__TASK TO CARRY OUT__:
Reproduce only the top of the records, down to and including the line containing "Give bounding boxes".

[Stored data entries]
↓

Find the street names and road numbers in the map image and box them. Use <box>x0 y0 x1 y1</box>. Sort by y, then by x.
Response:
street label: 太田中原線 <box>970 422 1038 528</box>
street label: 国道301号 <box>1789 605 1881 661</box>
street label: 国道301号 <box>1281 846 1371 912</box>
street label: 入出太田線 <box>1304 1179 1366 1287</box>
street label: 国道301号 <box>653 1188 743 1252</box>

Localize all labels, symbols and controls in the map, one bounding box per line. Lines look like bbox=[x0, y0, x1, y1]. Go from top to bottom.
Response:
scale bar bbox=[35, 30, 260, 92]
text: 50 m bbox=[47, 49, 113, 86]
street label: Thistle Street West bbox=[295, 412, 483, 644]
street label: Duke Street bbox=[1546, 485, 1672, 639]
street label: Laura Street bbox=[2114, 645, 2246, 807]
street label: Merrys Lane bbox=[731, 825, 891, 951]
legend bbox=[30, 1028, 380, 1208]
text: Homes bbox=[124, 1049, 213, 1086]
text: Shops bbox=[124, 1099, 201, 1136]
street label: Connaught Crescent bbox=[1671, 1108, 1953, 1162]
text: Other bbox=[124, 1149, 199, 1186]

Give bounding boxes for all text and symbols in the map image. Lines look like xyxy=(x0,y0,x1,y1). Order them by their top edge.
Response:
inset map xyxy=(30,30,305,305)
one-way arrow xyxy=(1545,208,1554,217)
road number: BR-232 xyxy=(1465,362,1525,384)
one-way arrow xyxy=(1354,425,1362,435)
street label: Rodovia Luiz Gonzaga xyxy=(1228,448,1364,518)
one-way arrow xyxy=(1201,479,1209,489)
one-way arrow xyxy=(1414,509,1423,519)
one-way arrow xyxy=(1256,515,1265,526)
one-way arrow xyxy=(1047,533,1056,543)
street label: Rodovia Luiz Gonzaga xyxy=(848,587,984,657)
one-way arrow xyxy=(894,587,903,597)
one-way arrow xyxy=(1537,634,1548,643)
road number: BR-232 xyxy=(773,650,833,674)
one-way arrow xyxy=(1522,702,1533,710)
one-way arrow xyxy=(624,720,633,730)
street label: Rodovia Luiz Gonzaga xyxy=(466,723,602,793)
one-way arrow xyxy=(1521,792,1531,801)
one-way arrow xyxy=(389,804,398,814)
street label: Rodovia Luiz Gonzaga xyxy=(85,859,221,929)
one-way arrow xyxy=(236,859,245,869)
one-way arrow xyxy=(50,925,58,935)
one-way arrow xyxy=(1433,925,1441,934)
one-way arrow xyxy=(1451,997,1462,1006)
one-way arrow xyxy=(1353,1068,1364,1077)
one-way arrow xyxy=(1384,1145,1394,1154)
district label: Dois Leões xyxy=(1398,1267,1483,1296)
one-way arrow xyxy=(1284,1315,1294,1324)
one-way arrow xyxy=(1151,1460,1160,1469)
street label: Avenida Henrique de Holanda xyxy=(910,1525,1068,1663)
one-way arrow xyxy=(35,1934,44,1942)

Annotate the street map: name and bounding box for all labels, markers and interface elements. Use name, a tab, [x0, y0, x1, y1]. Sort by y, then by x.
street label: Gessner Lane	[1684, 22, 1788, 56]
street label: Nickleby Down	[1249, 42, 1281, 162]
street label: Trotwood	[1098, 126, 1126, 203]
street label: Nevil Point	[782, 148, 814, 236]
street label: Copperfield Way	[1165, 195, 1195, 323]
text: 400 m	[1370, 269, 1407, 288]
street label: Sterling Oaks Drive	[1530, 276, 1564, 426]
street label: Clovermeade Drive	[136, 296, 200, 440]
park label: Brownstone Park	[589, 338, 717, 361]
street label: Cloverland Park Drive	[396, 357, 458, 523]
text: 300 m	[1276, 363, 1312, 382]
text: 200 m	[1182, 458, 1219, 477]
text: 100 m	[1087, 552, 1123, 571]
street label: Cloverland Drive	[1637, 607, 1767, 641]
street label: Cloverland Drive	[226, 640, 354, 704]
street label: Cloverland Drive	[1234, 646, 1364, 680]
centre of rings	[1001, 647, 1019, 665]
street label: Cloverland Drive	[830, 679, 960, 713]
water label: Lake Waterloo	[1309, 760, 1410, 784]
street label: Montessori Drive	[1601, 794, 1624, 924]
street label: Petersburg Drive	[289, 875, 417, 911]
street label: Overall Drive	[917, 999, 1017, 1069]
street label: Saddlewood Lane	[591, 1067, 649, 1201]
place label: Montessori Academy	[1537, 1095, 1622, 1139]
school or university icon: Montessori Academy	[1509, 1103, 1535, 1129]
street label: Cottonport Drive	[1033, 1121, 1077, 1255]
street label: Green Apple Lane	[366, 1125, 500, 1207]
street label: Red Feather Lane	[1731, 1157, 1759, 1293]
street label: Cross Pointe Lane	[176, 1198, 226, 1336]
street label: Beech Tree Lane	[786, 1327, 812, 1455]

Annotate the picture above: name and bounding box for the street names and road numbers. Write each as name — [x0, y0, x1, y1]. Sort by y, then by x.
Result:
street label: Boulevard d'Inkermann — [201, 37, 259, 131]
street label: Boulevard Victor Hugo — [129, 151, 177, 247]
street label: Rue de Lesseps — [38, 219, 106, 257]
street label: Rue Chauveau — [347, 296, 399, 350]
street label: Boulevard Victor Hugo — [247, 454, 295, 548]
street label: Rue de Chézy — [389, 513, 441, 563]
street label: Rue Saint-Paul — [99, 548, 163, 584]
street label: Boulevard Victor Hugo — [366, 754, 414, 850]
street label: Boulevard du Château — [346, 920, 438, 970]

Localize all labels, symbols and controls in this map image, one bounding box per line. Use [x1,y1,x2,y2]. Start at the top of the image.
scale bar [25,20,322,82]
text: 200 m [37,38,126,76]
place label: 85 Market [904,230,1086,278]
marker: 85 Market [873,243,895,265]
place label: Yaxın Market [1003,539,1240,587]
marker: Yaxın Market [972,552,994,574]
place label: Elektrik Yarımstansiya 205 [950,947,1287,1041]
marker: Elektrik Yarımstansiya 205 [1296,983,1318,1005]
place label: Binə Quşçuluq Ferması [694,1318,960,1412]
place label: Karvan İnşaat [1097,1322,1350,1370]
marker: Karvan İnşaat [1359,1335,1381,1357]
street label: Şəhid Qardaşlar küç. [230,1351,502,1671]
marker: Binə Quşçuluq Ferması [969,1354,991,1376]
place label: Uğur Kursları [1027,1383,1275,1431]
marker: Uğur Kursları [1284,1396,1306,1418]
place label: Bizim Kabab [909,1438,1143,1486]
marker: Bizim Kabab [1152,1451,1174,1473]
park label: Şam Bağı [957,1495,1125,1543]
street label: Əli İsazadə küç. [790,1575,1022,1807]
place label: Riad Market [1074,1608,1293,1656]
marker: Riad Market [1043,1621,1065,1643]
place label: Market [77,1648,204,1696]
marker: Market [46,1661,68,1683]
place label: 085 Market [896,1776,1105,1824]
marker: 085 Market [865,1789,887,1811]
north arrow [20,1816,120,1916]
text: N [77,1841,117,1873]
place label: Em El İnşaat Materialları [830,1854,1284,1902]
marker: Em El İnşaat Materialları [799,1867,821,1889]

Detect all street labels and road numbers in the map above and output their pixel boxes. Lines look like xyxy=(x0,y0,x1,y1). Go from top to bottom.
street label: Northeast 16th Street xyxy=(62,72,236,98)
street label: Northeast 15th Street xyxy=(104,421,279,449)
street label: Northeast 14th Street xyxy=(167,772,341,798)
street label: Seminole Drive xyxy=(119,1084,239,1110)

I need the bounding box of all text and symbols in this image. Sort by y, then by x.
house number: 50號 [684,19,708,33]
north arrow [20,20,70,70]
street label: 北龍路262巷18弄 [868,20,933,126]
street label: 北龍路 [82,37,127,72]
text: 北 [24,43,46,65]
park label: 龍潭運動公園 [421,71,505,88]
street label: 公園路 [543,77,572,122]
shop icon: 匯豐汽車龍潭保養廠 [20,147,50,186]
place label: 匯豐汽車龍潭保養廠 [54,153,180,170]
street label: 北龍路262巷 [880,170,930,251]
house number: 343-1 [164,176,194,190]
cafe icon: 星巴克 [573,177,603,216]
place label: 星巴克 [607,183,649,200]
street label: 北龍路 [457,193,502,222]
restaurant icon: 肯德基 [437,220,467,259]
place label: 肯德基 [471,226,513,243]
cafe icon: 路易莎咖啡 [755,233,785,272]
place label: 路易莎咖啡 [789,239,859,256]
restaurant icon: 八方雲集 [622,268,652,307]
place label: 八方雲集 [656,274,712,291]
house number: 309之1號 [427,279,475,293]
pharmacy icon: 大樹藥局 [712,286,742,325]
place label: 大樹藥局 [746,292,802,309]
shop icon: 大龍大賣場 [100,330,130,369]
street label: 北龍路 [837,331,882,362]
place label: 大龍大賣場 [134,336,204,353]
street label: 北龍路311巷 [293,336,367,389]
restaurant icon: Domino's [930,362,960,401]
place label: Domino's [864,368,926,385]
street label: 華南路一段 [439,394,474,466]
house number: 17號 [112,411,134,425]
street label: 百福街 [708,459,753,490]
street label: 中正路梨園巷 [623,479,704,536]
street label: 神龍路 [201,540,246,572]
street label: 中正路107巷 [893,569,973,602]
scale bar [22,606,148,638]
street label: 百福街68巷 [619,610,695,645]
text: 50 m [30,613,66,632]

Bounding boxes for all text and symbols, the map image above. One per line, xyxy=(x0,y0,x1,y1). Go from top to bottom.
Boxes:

↑

__OUTPUT FOR THIS EXERCISE__:
Find the street names and road numbers in the map image and box them. Use <box>x0 y0 x1 y1</box>. Sort by y, then by x.
Response:
street label: 太田中原線 <box>970 422 1038 528</box>
street label: 国道301号 <box>1789 605 1881 661</box>
street label: 国道301号 <box>1281 846 1371 912</box>
street label: 入出太田線 <box>1304 1179 1366 1287</box>
street label: 国道301号 <box>653 1188 743 1252</box>

Localize all labels, symbols and controls in the map, one bounding box per line. Lines look like bbox=[x0, y0, x1, y1]. Go from top to bottom.
Response:
scale bar bbox=[35, 30, 260, 92]
text: 50 m bbox=[47, 49, 113, 86]
street label: Thistle Street West bbox=[295, 412, 483, 644]
street label: Duke Street bbox=[1546, 485, 1672, 639]
street label: Laura Street bbox=[2114, 645, 2246, 807]
street label: Merrys Lane bbox=[731, 825, 891, 951]
legend bbox=[30, 1028, 380, 1208]
text: Homes bbox=[124, 1049, 213, 1086]
text: Shops bbox=[124, 1099, 201, 1136]
street label: Connaught Crescent bbox=[1671, 1108, 1953, 1162]
text: Other bbox=[124, 1149, 199, 1186]

Give bounding boxes for all text and symbols in the map image. Lines look like xyxy=(x0,y0,x1,y1). Order them by their top edge.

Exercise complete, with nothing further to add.